[Stored entries]
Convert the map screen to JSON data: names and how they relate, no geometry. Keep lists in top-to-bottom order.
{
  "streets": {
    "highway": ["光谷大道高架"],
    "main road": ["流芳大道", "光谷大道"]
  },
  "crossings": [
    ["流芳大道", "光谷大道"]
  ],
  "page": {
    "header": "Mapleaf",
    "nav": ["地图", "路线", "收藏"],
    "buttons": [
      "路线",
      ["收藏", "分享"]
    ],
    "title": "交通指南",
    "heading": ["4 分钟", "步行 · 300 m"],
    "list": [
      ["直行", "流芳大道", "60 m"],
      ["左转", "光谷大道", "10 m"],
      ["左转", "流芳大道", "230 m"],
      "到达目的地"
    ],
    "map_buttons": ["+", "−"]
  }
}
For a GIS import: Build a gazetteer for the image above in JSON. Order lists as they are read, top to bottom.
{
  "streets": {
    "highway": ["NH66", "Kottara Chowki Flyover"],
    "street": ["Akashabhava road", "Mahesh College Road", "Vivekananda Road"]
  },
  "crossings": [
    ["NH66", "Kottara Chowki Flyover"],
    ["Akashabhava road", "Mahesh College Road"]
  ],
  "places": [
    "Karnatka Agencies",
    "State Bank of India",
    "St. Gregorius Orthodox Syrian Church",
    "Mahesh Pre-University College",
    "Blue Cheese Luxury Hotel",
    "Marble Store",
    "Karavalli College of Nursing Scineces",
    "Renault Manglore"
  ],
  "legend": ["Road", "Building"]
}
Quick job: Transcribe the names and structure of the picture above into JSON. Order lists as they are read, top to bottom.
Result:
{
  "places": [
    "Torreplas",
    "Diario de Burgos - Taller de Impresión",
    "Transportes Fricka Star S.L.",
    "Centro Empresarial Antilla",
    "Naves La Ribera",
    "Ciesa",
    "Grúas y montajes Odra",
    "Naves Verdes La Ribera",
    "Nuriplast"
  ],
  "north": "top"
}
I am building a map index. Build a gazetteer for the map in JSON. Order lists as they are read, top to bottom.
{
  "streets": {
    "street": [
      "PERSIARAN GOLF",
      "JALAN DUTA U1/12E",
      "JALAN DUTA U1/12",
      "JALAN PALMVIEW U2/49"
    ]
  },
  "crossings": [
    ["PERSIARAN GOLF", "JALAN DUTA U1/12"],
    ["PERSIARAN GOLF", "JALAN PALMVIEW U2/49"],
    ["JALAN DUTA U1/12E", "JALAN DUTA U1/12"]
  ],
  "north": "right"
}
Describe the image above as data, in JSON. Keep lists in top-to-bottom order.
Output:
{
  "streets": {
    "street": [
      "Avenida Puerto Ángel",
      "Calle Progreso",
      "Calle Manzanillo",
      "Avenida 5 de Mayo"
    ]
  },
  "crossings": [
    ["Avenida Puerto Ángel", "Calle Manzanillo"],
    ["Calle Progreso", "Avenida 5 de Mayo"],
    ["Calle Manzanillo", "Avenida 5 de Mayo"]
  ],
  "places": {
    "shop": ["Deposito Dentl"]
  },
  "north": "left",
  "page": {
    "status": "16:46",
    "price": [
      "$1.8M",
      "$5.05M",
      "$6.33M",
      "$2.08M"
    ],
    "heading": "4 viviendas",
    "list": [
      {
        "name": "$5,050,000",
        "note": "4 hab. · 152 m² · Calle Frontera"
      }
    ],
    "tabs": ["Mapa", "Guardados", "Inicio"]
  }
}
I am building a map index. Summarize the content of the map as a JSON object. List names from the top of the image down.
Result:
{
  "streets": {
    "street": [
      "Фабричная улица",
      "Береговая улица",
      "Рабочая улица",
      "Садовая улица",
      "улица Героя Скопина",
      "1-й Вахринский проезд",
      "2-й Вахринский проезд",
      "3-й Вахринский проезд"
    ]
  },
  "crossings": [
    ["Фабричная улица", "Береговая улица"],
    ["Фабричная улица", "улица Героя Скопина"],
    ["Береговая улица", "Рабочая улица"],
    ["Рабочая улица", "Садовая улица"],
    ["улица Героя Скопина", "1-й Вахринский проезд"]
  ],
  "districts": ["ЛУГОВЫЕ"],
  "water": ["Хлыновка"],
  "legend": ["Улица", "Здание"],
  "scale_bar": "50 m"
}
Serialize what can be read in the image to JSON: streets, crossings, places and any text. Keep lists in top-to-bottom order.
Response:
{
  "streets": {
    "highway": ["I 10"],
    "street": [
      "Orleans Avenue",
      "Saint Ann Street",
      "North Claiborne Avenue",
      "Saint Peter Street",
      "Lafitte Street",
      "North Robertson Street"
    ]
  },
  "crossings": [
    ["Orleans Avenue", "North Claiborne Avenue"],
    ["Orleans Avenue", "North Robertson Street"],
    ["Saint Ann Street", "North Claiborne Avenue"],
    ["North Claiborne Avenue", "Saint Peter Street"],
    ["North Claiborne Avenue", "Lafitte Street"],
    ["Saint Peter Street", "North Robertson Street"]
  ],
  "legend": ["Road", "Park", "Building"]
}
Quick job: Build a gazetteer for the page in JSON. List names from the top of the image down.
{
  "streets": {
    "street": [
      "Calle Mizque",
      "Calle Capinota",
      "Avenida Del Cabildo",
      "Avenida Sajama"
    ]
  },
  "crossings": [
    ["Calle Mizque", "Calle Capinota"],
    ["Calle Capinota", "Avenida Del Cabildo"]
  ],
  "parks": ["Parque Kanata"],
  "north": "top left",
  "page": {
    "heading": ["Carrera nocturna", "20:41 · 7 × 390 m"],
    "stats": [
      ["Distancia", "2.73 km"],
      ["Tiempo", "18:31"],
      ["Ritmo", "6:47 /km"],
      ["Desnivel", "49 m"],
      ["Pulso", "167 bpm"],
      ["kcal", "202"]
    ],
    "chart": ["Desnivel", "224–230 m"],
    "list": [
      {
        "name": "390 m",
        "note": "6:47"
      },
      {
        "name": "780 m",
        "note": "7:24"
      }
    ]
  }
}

:: About this exercise ::
All of the data above needs to be retyped exactly, with each line as it stands.

:: Exercise answer ::
Convert the map screen to JSON data: names and how they relate, no geometry. Keep lists in top-to-bottom order.
{
  "streets": {
    "highway": ["光谷大道高架"],
    "main road": ["流芳大道", "光谷大道"]
  },
  "crossings": [
    ["流芳大道", "光谷大道"]
  ],
  "page": {
    "header": "Mapleaf",
    "nav": ["地图", "路线", "收藏"],
    "buttons": [
      "路线",
      ["收藏", "分享"]
    ],
    "title": "交通指南",
    "heading": ["4 分钟", "步行 · 300 m"],
    "list": [
      ["直行", "流芳大道", "60 m"],
      ["左转", "光谷大道", "10 m"],
      ["左转", "流芳大道", "230 m"],
      "到达目的地"
    ],
    "map_buttons": ["+", "−"]
  }
}
For a GIS import: Build a gazetteer for the image above in JSON. Order lists as they are read, top to bottom.
{
  "streets": {
    "highway": ["NH66", "Kottara Chowki Flyover"],
    "street": ["Akashabhava road", "Mahesh College Road", "Vivekananda Road"]
  },
  "crossings": [
    ["NH66", "Kottara Chowki Flyover"],
    ["Akashabhava road", "Mahesh College Road"]
  ],
  "places": [
    "Karnatka Agencies",
    "State Bank of India",
    "St. Gregorius Orthodox Syrian Church",
    "Mahesh Pre-University College",
    "Blue Cheese Luxury Hotel",
    "Marble Store",
    "Karavalli College of Nursing Scineces",
    "Renault Manglore"
  ],
  "legend": ["Road", "Building"]
}
Quick job: Transcribe the names and structure of the picture above into JSON. Order lists as they are read, top to bottom.
Result:
{
  "places": [
    "Torreplas",
    "Diario de Burgos - Taller de Impresión",
    "Transportes Fricka Star S.L.",
    "Centro Empresarial Antilla",
    "Naves La Ribera",
    "Ciesa",
    "Grúas y montajes Odra",
    "Naves Verdes La Ribera",
    "Nuriplast"
  ],
  "north": "top"
}
I am building a map index. Build a gazetteer for the map in JSON. Order lists as they are read, top to bottom.
{
  "streets": {
    "street": [
      "PERSIARAN GOLF",
      "JALAN DUTA U1/12E",
      "JALAN DUTA U1/12",
      "JALAN PALMVIEW U2/49"
    ]
  },
  "crossings": [
    ["PERSIARAN GOLF", "JALAN DUTA U1/12"],
    ["PERSIARAN GOLF", "JALAN PALMVIEW U2/49"],
    ["JALAN DUTA U1/12E", "JALAN DUTA U1/12"]
  ],
  "north": "right"
}
Describe the image above as data, in JSON. Keep lists in top-to-bottom order.
Output:
{
  "streets": {
    "street": [
      "Avenida Puerto Ángel",
      "Calle Progreso",
      "Calle Manzanillo",
      "Avenida 5 de Mayo"
    ]
  },
  "crossings": [
    ["Avenida Puerto Ángel", "Calle Manzanillo"],
    ["Calle Progreso", "Avenida 5 de Mayo"],
    ["Calle Manzanillo", "Avenida 5 de Mayo"]
  ],
  "places": {
    "shop": ["Deposito Dentl"]
  },
  "north": "left",
  "page": {
    "status": "16:46",
    "price": [
      "$1.8M",
      "$5.05M",
      "$6.33M",
      "$2.08M"
    ],
    "heading": "4 viviendas",
    "list": [
      {
        "name": "$5,050,000",
        "note": "4 hab. · 152 m² · Calle Frontera"
      }
    ],
    "tabs": ["Mapa", "Guardados", "Inicio"]
  }
}
I am building a map index. Summarize the content of the map as a JSON object. List names from the top of the image down.
Result:
{
  "streets": {
    "street": [
      "Фабричная улица",
      "Береговая улица",
      "Рабочая улица",
      "Садовая улица",
      "улица Героя Скопина",
      "1-й Вахринский проезд",
      "2-й Вахринский проезд",
      "3-й Вахринский проезд"
    ]
  },
  "crossings": [
    ["Фабричная улица", "Береговая улица"],
    ["Фабричная улица", "улица Героя Скопина"],
    ["Береговая улица", "Рабочая улица"],
    ["Рабочая улица", "Садовая улица"],
    ["улица Героя Скопина", "1-й Вахринский проезд"]
  ],
  "districts": ["ЛУГОВЫЕ"],
  "water": ["Хлыновка"],
  "legend": ["Улица", "Здание"],
  "scale_bar": "50 m"
}
Serialize what can be read in the image to JSON: streets, crossings, places and any text. Keep lists in top-to-bottom order.
Response:
{
  "streets": {
    "highway": ["I 10"],
    "street": [
      "Orleans Avenue",
      "Saint Ann Street",
      "North Claiborne Avenue",
      "Saint Peter Street",
      "Lafitte Street",
      "North Robertson Street"
    ]
  },
  "crossings": [
    ["Orleans Avenue", "North Claiborne Avenue"],
    ["Orleans Avenue", "North Robertson Street"],
    ["Saint Ann Street", "North Claiborne Avenue"],
    ["North Claiborne Avenue", "Saint Peter Street"],
    ["North Claiborne Avenue", "Lafitte Street"],
    ["Saint Peter Street", "North Robertson Street"]
  ],
  "legend": ["Road", "Park", "Building"]
}
Quick job: Build a gazetteer for the page in JSON. List names from the top of the image down.
{
  "streets": {
    "street": [
      "Calle Mizque",
      "Calle Capinota",
      "Avenida Del Cabildo",
      "Avenida Sajama"
    ]
  },
  "crossings": [
    ["Calle Mizque", "Calle Capinota"],
    ["Calle Capinota", "Avenida Del Cabildo"]
  ],
  "parks": ["Parque Kanata"],
  "north": "top left",
  "page": {
    "heading": ["Carrera nocturna", "20:41 · 7 × 390 m"],
    "stats": [
      ["Distancia", "2.73 km"],
      ["Tiempo", "18:31"],
      ["Ritmo", "6:47 /km"],
      ["Desnivel", "49 m"],
      ["Pulso", "167 bpm"],
      ["kcal", "202"]
    ],
    "chart": ["Desnivel", "224–230 m"],
    "list": [
      {
        "name": "390 m",
        "note": "6:47"
      },
      {
        "name": "780 m",
        "note": "7:24"
      }
    ]
  }
}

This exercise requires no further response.